ExecStart=/opt/mysqld_exporter-0.10.0.linux-amd64/mysqld_exporter \

-collect.info_schema.processlist \

-collect.info_schema.innodb_tablespaces \

-collect.info_schema.innodb_metrics \

-collect.perf_schema.tableiowaits \

-collect.perf_schema.indexiowaits \

-collect.perf_schema.tablelocks \

-collect.engine_innodb_status \

-collect.perf_schema.file_events \

-collect.info_schema.processlist \

-collect.binlog_size \

-collect.info_schema.clientstats \

-collect.perf_schema.eventswaits \

-config.my-cnf=/opt/mysqld_exporter-0.10.0.linux-amd64/.my.cnf

[Install]

WantedBy=multi-user.target

5、添加配置到prometheus server

- job_name: 'mysql'

static_configs:

- targets: ['192.168.1.11:9104','192.168.1.12:9104']

6、测试看有没有返回数值

http://192.168.1.12:9104/metrics

正常我们通过mysql_up可以查询倒mysql监控是否已经生效，是否起起来：

#HELP mysql_up Whether the MySQL server is up.

#TYPE mysql_up gauge

mysql_up 1

监控相关指标

在做任何一个东西监控的时候，我们要时刻明白我们要监控的是什么，指标是啥才能更好的去监控我们的服务，在mysql里面我们通常可以通过一下指标去衡量mysql的运行情况：mysql主从运行情况、查询吞吐量、慢查询情况、连接数情况、缓冲池使用情况以及查询执行性能等。

主从复制运行指标

1、主从复制线程监控

大部分情况下，很多企业使用的都是主从复制的环境，监控两个线程是非常重要的，在mysql里面我们通常是通过命令：

MariaDB [(none)]> show slave status\G;

*************************** 1. row ***************************

Slave_IO_State: Waiting for master to send event

Master_Host: 172.16.1.1

Master_User: repl

Master_Port: 3306

Connect_Retry: 60

Master_Log_File: mysql-bin.000045

Read_Master_Log_Pos: 72904854

Relay_Log_File: mariadb-relay-bin.000127

Relay_Log_Pos: 72905142

Relay_Master_Log_File: mysql-bin.000045

Slave_IO_Running: Yes

Slave_SQL_Running: Yes

#Slave_IO_Running、Slave_SQL_Running两个线程正常那么说明我们的复制集群是健康状态的。

MySQLD Exporter中返回的样本数据中通过mysql_slave_status_slave_sql_running来获取主从集群的健康状况。

# HELP mysql_slave_status_slave_sql_running Generic metric from SHOW SLAVE STATUS.

# TYPE mysql_slave_status_slave_sql_running untyped

mysql_slave_status_slave_sql_running{channel_name="",connection_name="",master_host="172.16.1.1",master_uuid=""} 1

2、主从复制落后时间

在使用show slave status 里面还有一个关键的参数Seconds_Behind_Master。
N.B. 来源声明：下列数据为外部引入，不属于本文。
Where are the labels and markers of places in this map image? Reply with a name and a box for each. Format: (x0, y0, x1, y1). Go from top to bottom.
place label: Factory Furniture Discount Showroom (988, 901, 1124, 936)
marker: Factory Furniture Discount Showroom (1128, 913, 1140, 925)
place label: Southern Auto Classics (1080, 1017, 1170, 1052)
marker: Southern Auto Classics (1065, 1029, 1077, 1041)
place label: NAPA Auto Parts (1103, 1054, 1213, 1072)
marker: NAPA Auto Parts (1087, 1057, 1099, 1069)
Seconds_Behind_Master表示slave上SQL thread与IO thread之间的延迟，我们都知道在MySQL的复制环境中，slave先从master上将binlog拉取到本地（通过IO thread），然后通过SQL thread将binlog重放，而Seconds_Behind_Master表示本地relaylog中未被执行完的那部分的差值。

所以如果slave拉取到本地的relaylog（实际上就是binlog，只是在slave上习惯称呼relaylog而已）都执行完，此时通过show slave status看到的会是0。

Seconds_Behind_Master: 0

MySQLD Exporter中返回的样本数据中通过mysql_slave_status_seconds_behind_master 来获取相关状态。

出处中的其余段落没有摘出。